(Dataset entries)
--------

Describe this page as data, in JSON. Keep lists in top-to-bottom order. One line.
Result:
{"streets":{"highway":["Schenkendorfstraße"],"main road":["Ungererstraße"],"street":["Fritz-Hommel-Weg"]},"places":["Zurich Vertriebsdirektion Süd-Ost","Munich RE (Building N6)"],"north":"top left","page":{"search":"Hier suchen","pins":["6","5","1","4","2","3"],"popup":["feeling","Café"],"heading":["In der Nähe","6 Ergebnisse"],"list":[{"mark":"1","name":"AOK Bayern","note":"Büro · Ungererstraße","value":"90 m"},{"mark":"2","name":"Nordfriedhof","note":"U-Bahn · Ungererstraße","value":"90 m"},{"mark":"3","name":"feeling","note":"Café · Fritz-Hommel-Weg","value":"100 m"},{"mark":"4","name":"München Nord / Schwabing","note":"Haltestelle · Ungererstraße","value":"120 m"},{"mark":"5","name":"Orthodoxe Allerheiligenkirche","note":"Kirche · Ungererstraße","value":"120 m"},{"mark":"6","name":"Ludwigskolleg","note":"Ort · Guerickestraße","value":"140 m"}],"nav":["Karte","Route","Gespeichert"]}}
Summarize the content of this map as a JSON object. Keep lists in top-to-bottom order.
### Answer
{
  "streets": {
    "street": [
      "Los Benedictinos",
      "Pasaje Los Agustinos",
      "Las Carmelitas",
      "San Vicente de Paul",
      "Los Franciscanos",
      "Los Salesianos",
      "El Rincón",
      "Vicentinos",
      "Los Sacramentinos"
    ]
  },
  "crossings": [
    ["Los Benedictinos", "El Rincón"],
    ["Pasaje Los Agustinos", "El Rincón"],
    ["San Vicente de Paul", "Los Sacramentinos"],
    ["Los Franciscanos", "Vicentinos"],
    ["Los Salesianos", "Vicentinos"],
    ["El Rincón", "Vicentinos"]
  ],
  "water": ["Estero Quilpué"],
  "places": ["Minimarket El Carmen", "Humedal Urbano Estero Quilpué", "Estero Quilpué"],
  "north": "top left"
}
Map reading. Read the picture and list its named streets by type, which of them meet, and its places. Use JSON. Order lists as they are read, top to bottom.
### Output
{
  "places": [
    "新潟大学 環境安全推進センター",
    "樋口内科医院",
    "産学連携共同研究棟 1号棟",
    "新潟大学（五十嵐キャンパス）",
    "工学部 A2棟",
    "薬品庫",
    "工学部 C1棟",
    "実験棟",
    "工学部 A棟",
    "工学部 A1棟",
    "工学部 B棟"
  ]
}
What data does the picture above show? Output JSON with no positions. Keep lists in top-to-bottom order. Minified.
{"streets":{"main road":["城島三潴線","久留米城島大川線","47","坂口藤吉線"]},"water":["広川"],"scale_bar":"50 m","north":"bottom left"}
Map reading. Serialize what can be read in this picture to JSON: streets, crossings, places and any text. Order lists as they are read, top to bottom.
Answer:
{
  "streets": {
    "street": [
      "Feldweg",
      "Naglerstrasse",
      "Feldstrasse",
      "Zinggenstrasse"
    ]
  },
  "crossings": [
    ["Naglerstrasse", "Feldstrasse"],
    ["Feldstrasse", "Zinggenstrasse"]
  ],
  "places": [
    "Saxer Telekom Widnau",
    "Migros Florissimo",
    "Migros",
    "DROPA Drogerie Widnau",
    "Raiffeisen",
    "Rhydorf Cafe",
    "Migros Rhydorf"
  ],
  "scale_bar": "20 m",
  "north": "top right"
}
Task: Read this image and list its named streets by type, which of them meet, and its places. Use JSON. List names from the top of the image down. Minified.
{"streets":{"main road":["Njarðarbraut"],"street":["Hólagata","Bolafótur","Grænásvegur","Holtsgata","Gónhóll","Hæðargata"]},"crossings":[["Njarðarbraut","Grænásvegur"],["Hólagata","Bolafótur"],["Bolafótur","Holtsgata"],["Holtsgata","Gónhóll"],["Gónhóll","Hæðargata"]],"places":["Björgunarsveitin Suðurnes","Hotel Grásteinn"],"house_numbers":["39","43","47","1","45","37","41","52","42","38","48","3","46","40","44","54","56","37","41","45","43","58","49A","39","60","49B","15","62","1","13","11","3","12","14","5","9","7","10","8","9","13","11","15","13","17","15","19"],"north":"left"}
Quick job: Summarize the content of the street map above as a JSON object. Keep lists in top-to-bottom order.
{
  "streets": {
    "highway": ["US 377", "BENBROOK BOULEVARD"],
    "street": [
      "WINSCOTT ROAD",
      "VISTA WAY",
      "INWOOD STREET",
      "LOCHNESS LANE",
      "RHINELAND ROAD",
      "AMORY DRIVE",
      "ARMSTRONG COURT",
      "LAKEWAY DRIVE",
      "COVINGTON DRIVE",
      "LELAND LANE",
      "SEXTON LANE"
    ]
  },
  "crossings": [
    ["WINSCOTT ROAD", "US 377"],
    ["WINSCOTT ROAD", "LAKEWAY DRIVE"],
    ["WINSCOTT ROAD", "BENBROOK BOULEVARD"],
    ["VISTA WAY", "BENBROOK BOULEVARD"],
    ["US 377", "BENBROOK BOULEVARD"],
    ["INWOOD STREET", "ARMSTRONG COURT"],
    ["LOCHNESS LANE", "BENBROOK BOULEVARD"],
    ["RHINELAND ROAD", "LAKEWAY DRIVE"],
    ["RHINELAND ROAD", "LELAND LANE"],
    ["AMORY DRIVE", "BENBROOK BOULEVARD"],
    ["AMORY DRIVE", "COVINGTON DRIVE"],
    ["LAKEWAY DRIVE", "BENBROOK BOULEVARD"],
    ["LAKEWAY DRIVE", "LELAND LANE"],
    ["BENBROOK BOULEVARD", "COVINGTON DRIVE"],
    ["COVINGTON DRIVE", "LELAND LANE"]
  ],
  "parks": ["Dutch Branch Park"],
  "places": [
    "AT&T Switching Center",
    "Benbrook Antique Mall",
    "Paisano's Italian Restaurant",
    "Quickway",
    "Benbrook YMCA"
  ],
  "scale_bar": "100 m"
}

--------

DIRECTIONS.
Output the records in full. Keep every character as it is.

ANSWER FOR THIS EXERCISE.
Describe this page as data, in JSON. Keep lists in top-to-bottom order. One line.
Result:
{"streets":{"highway":["Schenkendorfstraße"],"main road":["Ungererstraße"],"street":["Fritz-Hommel-Weg"]},"places":["Zurich Vertriebsdirektion Süd-Ost","Munich RE (Building N6)"],"north":"top left","page":{"search":"Hier suchen","pins":["6","5","1","4","2","3"],"popup":["feeling","Café"],"heading":["In der Nähe","6 Ergebnisse"],"list":[{"mark":"1","name":"AOK Bayern","note":"Büro · Ungererstraße","value":"90 m"},{"mark":"2","name":"Nordfriedhof","note":"U-Bahn · Ungererstraße","value":"90 m"},{"mark":"3","name":"feeling","note":"Café · Fritz-Hommel-Weg","value":"100 m"},{"mark":"4","name":"München Nord / Schwabing","note":"Haltestelle · Ungererstraße","value":"120 m"},{"mark":"5","name":"Orthodoxe Allerheiligenkirche","note":"Kirche · Ungererstraße","value":"120 m"},{"mark":"6","name":"Ludwigskolleg","note":"Ort · Guerickestraße","value":"140 m"}],"nav":["Karte","Route","Gespeichert"]}}
Summarize the content of this map as a JSON object. Keep lists in top-to-bottom order.
### Answer
{
  "streets": {
    "street": [
      "Los Benedictinos",
      "Pasaje Los Agustinos",
      "Las Carmelitas",
      "San Vicente de Paul",
      "Los Franciscanos",
      "Los Salesianos",
      "El Rincón",
      "Vicentinos",
      "Los Sacramentinos"
    ]
  },
  "crossings": [
    ["Los Benedictinos", "El Rincón"],
    ["Pasaje Los Agustinos", "El Rincón"],
    ["San Vicente de Paul", "Los Sacramentinos"],
    ["Los Franciscanos", "Vicentinos"],
    ["Los Salesianos", "Vicentinos"],
    ["El Rincón", "Vicentinos"]
  ],
  "water": ["Estero Quilpué"],
  "places": ["Minimarket El Carmen", "Humedal Urbano Estero Quilpué", "Estero Quilpué"],
  "north": "top left"
}
Map reading. Read the picture and list its named streets by type, which of them meet, and its places. Use JSON. Order lists as they are read, top to bottom.
### Output
{
  "places": [
    "新潟大学 環境安全推進センター",
    "樋口内科医院",
    "産学連携共同研究棟 1号棟",
    "新潟大学（五十嵐キャンパス）",
    "工学部 A2棟",
    "薬品庫",
    "工学部 C1棟",
    "実験棟",
    "工学部 A棟",
    "工学部 A1棟",
    "工学部 B棟"
  ]
}
What data does the picture above show? Output JSON with no positions. Keep lists in top-to-bottom order. Minified.
{"streets":{"main road":["城島三潴線","久留米城島大川線","47","坂口藤吉線"]},"water":["広川"],"scale_bar":"50 m","north":"bottom left"}
Map reading. Serialize what can be read in this picture to JSON: streets, crossings, places and any text. Order lists as they are read, top to bottom.
Answer:
{
  "streets": {
    "street": [
      "Feldweg",
      "Naglerstrasse",
      "Feldstrasse",
      "Zinggenstrasse"
    ]
  },
  "crossings": [
    ["Naglerstrasse", "Feldstrasse"],
    ["Feldstrasse", "Zinggenstrasse"]
  ],
  "places": [
    "Saxer Telekom Widnau",
    "Migros Florissimo",
    "Migros",
    "DROPA Drogerie Widnau",
    "Raiffeisen",
    "Rhydorf Cafe",
    "Migros Rhydorf"
  ],
  "scale_bar": "20 m",
  "north": "top right"
}
Task: Read this image and list its named streets by type, which of them meet, and its places. Use JSON. List names from the top of the image down. Minified.
{"streets":{"main road":["Njarðarbraut"],"street":["Hólagata","Bolafótur","Grænásvegur","Holtsgata","Gónhóll","Hæðargata"]},"crossings":[["Njarðarbraut","Grænásvegur"],["Hólagata","Bolafótur"],["Bolafótur","Holtsgata"],["Holtsgata","Gónhóll"],["Gónhóll","Hæðargata"]],"places":["Björgunarsveitin Suðurnes","Hotel Grásteinn"],"house_numbers":["39","43","47","1","45","37","41","52","42","38","48","3","46","40","44","54","56","37","41","45","43","58","49A","39","60","49B","15","62","1","13","11","3","12","14","5","9","7","10","8","9","13","11","15","13","17","15","19"],"north":"left"}
Quick job: Summarize the content of the street map above as a JSON object. Keep lists in top-to-bottom order.
{
  "streets": {
    "highway": ["US 377", "BENBROOK BOULEVARD"],
    "street": [
      "WINSCOTT ROAD",
      "VISTA WAY",
      "INWOOD STREET",
      "LOCHNESS LANE",
      "RHINELAND ROAD",
      "AMORY DRIVE",
      "ARMSTRONG COURT",
      "LAKEWAY DRIVE",
      "COVINGTON DRIVE",
      "LELAND LANE",
      "SEXTON LANE"
    ]
  },
  "crossings": [
    ["WINSCOTT ROAD", "US 377"],
    ["WINSCOTT ROAD", "LAKEWAY DRIVE"],
    ["WINSCOTT ROAD", "BENBROOK BOULEVARD"],
    ["VISTA WAY", "BENBROOK BOULEVARD"],
    ["US 377", "BENBROOK BOULEVARD"],
    ["INWOOD STREET", "ARMSTRONG COURT"],
    ["LOCHNESS LANE", "BENBROOK BOULEVARD"],
    ["RHINELAND ROAD", "LAKEWAY DRIVE"],
    ["RHINELAND ROAD", "LELAND LANE"],
    ["AMORY DRIVE", "BENBROOK BOULEVARD"],
    ["AMORY DRIVE", "COVINGTON DRIVE"],
    ["LAKEWAY DRIVE", "BENBROOK BOULEVARD"],
    ["LAKEWAY DRIVE", "LELAND LANE"],
    ["BENBROOK BOULEVARD", "COVINGTON DRIVE"],
    ["COVINGTON DRIVE", "LELAND LANE"]
  ],
  "parks": ["Dutch Branch Park"],
  "places": [
    "AT&T Switching Center",
    "Benbrook Antique Mall",
    "Paisano's Italian Restaurant",
    "Quickway",
    "Benbrook YMCA"
  ],
  "scale_bar": "100 m"
}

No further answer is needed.